Patients who died had significantly higher serum S-100B values compared with those who survived (median, 2.7 microg/L versus 0.54 microg/L; P < 0.0001, Mann-Whitney U test). Nineteen (58%) of 33 patients who died had peak S-100B values of 2 microg/L or higher, compared with 4 (8%) of the 51 surviving patients (P < 0.0005, Fisher's exact test). There was also a strong correlation between S-100B values and computed tomographic findings. Logistic regression analysis in a model with age, Glasgow Coma Scale score, intracranial pressure, and computed tomographic findings revealed S-100B as an independent predictor of outcome. Persistent elevation of S-100B levels for 2 to 6 days, even in patients with favorable outcome, may reflect ongoing secondary damage after severe head injury.
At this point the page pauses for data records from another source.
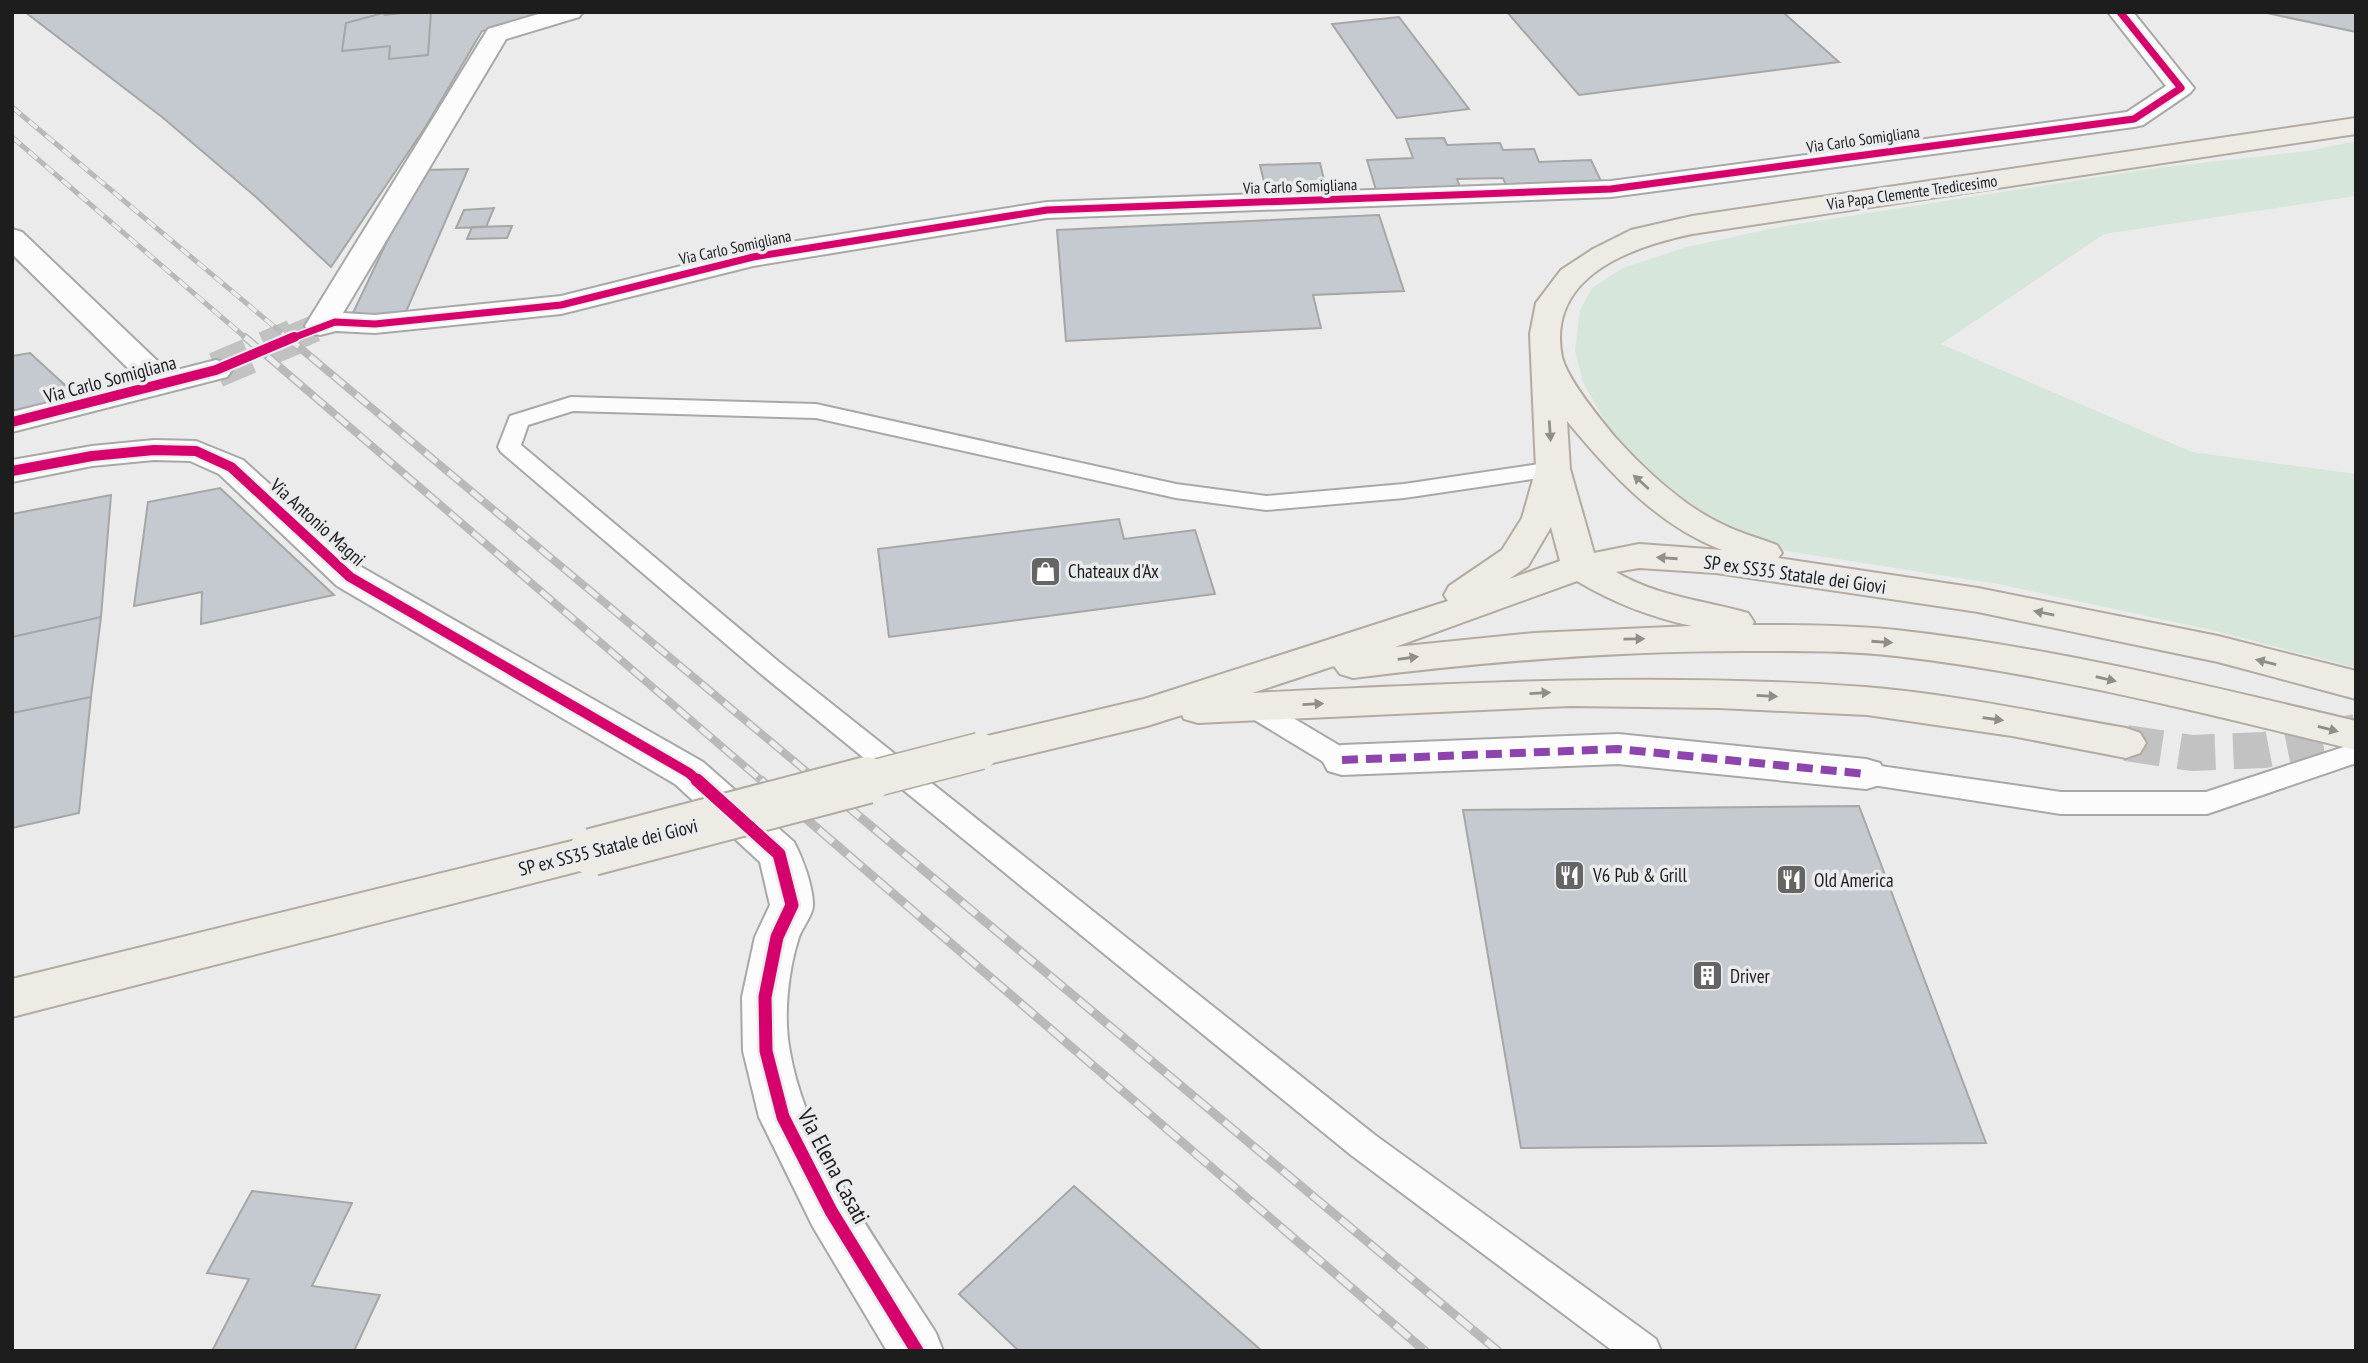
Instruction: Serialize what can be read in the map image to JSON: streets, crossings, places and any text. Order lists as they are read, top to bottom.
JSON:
{
  "streets": {
    "main road": ["Via Papa Clemente Tredicesimo", "SP ex SS35 Statale dei Giovi"],
    "street": ["Via Carlo Somigliana", "Via Antonio Magni", "Via Elena Casati"]
  },
  "crossings": [
    ["Via Antonio Magni", "Via Elena Casati"]
  ],
  "places": {
    "shop": ["Chateaux d'Ax"],
    "restaurant": ["V6 Pub & Grill", "Old America"],
    "building": ["Driver"]
  }
}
S-100B may be a promising serum marker for assessing the extent of primary injury and the time course of secondary damage after severe head injury.
尽管近年来脑监测取得了显著进展,但仍难以量化头部受伤后原发性脑损伤的程度以及持续的继发性损伤。我们研究的目的是调查S-100B蛋白作为重度头部受伤后脑损伤的血清标志物。
84例重度头部受伤患者(格拉斯哥昏迷量表评分≤8分)纳入了这项前瞻性研究。入院后尽快采集用于检测S-100B蛋白的静脉血样本,此后每24小时采集一次,最多连续采集10天。将S-100B蛋白的血清水平与6个月后的预后、临床变量以及初始计算机断层扫描结果的马歇尔分类类别进行比较。
与存活患者相比,死亡患者的血清S-100B值显著更高(中位数,2.7μg/L对0.54μg/L;P<0.0001,曼-惠特尼U检验)。33例死亡患者中有19例(58%)的S-100B峰值≥2μg/L,而51例存活患者中有4例(8%)(P<0.0005,费舍尔精确检验)。S-100B值与计算机断层扫描结果之间也存在很强的相关性。在一个包含年龄、格拉斯哥昏迷量表评分、颅内压和计算机断层扫描结果的模型中进行逻辑回归分析显示,S-100B是预后的独立预测指标。即使是预后良好的患者,S-100B水平持续升高2至6天,也可能反映重度头部受伤后持续的继发性损伤。
S-100B可能是评估重度头部受伤后原发性损伤程度和继发性损伤时间进程的一个有前景的血清标志物。